What are the potential side effects of combination therapy for BPH?
Combination medical therapy is associated with an increased risk of side effects, particularly ejaculatory disturbances.
For which patients is the combination of an alpha-adrenergic receptor blocker and a 5-ARI recommended?
This combination is recommended for patients with symptomatic LUTS associated with prostatic enlargement (>30 cc).
When might it be appropriate to consider discontinuing the alpha-blockers in patients successfully managed with combination therapy for BPH?
It may be appropriate to consider discontinuing the alpha-blockers after 6–9 months of combination therapy.
What is the recommended course of action if symptoms recur after discontinuing the alpha-blocker in a patient with BPH?
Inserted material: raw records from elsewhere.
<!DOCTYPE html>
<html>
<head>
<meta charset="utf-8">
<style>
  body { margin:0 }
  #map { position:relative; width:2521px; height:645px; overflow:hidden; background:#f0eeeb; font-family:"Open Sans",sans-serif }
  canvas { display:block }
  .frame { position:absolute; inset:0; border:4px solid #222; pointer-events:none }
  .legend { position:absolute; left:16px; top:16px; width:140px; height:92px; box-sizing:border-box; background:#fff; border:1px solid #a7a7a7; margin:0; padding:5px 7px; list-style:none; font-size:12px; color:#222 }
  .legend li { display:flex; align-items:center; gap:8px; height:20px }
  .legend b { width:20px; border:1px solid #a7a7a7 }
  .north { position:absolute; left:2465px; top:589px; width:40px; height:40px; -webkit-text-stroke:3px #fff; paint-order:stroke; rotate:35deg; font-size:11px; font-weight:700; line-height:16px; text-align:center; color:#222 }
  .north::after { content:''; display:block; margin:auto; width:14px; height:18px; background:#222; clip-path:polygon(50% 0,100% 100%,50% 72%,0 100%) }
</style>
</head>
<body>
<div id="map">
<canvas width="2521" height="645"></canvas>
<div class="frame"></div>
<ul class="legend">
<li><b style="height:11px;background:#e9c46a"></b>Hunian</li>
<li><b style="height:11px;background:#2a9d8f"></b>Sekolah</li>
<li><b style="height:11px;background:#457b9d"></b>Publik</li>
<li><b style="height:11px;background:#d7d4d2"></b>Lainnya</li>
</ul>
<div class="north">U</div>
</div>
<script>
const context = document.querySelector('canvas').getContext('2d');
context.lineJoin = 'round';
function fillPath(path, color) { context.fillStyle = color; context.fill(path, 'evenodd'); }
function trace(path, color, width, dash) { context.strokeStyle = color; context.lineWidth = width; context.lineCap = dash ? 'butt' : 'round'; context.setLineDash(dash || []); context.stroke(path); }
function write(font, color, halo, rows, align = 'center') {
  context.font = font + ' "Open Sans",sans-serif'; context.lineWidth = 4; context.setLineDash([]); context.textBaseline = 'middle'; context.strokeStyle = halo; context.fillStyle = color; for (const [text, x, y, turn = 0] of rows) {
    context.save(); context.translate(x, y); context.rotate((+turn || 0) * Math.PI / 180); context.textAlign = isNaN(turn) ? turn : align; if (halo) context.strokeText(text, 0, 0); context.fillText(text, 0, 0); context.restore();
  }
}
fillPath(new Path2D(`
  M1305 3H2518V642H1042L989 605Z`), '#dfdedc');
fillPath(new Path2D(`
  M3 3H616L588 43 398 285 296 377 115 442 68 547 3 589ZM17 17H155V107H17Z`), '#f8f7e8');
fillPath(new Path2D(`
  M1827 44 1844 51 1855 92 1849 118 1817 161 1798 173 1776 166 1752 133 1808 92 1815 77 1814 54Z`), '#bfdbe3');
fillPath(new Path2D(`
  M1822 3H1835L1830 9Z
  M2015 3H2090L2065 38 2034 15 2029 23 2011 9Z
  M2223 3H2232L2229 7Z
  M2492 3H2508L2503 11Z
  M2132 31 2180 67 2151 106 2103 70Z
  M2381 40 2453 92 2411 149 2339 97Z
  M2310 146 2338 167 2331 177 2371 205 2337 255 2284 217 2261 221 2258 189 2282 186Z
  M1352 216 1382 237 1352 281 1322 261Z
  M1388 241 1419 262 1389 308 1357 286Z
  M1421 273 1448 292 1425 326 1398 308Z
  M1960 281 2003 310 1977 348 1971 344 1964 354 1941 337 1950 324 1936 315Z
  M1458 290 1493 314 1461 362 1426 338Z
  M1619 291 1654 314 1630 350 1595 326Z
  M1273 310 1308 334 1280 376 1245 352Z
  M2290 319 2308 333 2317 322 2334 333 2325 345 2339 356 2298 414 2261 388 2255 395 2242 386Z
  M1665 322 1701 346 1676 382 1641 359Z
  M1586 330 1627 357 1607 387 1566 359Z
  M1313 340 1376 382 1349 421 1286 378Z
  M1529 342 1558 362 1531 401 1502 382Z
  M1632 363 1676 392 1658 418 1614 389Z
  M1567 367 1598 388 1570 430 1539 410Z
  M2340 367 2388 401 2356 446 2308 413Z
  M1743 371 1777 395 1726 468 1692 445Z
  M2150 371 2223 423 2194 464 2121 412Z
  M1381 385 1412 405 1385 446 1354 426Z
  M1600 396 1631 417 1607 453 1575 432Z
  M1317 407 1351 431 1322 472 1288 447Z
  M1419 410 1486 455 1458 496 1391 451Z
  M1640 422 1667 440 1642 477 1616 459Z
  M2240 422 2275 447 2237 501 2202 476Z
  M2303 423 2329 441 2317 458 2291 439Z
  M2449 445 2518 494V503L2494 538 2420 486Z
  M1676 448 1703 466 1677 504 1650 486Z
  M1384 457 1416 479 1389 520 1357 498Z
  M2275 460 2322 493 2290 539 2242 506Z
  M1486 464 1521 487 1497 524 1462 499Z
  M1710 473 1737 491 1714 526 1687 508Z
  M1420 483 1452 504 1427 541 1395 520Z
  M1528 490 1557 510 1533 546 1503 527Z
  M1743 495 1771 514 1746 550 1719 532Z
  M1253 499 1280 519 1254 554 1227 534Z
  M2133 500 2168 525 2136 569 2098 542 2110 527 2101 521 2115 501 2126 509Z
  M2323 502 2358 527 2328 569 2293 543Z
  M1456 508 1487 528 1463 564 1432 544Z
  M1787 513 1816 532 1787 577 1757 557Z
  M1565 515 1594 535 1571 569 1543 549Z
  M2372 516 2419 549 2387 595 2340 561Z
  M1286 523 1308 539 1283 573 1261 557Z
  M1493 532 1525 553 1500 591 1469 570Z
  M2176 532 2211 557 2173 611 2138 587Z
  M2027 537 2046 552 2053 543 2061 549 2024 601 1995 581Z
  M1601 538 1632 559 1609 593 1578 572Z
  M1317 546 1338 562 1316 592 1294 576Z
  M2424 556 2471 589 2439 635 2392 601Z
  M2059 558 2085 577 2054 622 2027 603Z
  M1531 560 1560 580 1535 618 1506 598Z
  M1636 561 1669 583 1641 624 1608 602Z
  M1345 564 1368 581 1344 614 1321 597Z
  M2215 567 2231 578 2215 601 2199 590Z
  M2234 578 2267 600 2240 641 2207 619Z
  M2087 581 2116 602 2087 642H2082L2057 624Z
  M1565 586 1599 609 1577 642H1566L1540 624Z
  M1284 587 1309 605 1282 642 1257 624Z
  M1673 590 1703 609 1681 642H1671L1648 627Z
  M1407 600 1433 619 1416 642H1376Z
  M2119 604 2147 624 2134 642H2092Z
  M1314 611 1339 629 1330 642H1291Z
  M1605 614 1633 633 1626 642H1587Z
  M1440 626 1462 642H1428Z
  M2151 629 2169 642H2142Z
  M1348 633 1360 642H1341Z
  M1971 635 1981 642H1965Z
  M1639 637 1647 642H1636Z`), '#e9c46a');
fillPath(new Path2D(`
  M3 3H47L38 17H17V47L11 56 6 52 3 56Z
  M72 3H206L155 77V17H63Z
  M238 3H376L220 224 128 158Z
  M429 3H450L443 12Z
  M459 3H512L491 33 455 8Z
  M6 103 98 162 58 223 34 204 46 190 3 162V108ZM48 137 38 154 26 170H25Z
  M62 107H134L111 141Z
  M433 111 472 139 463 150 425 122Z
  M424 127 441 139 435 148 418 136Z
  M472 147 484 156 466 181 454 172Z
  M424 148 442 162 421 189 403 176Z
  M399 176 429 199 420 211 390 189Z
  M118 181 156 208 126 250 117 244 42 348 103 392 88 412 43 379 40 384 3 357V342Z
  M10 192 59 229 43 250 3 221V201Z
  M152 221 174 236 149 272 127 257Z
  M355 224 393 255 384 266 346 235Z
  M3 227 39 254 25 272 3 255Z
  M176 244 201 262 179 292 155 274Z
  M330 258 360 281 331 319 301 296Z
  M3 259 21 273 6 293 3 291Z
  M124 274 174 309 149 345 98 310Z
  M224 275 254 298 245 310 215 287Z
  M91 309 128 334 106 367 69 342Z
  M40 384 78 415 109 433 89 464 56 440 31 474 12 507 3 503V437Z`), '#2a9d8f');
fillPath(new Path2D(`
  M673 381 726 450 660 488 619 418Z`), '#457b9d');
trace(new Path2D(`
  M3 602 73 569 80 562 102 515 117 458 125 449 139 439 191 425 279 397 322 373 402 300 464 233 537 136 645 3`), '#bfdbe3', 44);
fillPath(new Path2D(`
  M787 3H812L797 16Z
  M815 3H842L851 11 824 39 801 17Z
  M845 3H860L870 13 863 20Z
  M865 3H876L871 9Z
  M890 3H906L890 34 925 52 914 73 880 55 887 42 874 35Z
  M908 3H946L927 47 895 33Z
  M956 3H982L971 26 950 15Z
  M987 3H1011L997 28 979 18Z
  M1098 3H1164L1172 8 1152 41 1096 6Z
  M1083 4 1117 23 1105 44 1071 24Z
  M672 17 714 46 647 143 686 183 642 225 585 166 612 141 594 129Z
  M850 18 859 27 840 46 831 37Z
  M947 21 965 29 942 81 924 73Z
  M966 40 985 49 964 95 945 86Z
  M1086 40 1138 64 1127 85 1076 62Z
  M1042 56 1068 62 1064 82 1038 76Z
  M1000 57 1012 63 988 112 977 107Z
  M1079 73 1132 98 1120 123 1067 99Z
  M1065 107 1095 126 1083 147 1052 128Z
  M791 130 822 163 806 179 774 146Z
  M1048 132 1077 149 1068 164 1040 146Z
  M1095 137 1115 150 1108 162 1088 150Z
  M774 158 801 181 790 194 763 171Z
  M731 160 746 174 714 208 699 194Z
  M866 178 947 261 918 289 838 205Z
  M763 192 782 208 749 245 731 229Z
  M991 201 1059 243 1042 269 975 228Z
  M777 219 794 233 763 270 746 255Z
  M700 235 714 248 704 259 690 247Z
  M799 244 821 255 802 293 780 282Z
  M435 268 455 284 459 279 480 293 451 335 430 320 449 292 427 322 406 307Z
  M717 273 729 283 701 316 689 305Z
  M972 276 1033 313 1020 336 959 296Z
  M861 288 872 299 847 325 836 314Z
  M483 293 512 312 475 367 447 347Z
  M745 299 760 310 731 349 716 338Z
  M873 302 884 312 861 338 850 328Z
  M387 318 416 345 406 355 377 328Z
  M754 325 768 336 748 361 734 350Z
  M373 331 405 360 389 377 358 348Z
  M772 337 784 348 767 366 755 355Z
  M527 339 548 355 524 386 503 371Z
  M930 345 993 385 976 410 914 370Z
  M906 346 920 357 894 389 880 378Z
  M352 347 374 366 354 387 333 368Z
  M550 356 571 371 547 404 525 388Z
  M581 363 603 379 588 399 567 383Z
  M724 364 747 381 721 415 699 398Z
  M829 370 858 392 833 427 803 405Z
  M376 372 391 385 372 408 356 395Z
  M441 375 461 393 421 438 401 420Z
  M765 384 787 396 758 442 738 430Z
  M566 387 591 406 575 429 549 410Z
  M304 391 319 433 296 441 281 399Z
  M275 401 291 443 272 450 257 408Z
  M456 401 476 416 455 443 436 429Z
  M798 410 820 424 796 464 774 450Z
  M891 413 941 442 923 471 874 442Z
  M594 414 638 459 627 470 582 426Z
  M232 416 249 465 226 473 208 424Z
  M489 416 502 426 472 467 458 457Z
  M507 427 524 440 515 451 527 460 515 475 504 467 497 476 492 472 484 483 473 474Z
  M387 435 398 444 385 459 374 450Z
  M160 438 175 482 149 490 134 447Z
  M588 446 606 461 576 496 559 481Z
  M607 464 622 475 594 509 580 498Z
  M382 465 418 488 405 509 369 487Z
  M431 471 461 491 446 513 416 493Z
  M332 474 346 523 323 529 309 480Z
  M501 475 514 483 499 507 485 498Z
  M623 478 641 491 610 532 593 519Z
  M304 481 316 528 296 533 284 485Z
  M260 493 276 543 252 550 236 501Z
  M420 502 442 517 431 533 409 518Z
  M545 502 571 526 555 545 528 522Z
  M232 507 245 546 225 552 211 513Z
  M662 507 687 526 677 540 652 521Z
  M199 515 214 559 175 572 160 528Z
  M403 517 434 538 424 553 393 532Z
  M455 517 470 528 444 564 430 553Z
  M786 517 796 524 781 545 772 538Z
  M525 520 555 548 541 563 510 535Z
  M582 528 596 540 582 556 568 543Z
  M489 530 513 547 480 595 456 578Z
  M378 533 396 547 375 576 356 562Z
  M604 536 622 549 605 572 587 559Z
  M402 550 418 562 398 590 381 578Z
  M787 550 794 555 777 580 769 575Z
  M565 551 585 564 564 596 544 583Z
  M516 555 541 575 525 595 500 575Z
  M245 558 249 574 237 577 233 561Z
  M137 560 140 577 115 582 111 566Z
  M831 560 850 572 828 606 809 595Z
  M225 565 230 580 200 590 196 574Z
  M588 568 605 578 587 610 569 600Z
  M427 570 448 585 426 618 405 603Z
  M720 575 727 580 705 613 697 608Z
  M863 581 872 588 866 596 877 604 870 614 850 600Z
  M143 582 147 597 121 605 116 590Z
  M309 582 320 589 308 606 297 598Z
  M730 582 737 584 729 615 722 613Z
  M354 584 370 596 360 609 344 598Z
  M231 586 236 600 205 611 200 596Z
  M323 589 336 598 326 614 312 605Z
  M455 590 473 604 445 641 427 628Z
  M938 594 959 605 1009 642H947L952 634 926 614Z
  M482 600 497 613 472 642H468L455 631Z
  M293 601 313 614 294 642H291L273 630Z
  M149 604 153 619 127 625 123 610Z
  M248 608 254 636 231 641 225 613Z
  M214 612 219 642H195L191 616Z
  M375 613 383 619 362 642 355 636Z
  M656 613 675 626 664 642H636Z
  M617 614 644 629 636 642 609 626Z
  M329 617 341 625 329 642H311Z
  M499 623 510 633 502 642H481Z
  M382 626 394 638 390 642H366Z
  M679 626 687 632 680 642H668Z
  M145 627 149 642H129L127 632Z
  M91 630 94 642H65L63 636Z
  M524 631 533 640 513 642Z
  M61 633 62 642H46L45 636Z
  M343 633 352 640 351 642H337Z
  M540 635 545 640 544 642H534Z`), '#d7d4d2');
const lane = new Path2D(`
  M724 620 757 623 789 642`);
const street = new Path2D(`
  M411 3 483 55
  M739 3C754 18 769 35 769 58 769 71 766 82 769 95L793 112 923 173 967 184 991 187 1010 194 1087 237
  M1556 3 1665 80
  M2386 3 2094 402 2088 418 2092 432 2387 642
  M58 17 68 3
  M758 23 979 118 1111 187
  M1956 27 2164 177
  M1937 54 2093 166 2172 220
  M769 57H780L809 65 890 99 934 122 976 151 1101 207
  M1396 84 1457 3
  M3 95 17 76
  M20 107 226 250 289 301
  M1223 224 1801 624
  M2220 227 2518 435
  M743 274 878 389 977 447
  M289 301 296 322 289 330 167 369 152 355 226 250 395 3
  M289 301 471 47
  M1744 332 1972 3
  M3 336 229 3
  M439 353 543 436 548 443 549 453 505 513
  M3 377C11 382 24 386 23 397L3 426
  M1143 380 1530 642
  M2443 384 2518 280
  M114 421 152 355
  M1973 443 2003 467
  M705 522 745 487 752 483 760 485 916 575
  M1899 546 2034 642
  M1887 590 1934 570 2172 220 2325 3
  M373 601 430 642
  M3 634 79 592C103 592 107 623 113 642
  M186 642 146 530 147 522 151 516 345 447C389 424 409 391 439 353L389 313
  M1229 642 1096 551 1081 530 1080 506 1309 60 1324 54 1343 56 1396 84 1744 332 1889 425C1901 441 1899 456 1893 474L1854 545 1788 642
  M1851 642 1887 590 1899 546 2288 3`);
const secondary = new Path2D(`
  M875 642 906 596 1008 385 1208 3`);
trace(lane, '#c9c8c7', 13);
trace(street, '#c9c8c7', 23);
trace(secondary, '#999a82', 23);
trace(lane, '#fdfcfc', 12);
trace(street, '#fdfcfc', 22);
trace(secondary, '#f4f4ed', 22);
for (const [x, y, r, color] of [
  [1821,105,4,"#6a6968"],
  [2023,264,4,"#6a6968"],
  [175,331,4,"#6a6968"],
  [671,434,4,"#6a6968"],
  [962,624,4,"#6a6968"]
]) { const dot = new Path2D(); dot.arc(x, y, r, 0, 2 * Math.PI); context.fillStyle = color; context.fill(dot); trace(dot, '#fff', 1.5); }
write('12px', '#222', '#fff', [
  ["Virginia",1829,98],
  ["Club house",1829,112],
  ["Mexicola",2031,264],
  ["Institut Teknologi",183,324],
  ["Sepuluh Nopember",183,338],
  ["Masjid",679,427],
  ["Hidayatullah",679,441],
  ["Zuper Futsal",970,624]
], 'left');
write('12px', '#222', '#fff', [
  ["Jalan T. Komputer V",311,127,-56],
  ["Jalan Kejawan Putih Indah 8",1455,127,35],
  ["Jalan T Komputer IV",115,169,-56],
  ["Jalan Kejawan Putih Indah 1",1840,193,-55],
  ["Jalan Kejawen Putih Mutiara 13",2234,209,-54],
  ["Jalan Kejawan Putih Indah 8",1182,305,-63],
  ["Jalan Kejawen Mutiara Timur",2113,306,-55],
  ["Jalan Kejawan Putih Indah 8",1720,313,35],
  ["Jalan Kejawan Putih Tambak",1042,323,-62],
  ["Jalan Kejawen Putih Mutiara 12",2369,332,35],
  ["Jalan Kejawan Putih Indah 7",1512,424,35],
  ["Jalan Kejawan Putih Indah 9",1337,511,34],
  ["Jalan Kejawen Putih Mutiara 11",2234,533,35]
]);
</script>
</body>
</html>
If symptoms recur, the alpha-blocker should be restarted.
What are the common storage symptoms associated with Male Lower Urinary Tract Symptoms (MLUTS) in the context of Benign Prostatic Hyperplasia (BPH)?
The common storage symptoms associated with MLUTS in BPH are urgency, frequency, and nocturia.
What improvements have antimuscarinics (anticholinergics) and beta-3 agonists shown in male storage LUTS (with and without BPH)?
These medications have shown reductions in frequency, urgency, and urgency incontinence episodes.
Name some contemporary antimuscarinics used in treating male storage LUTS.
Contemporary antimuscarinics include tolterodine and fesoterodine.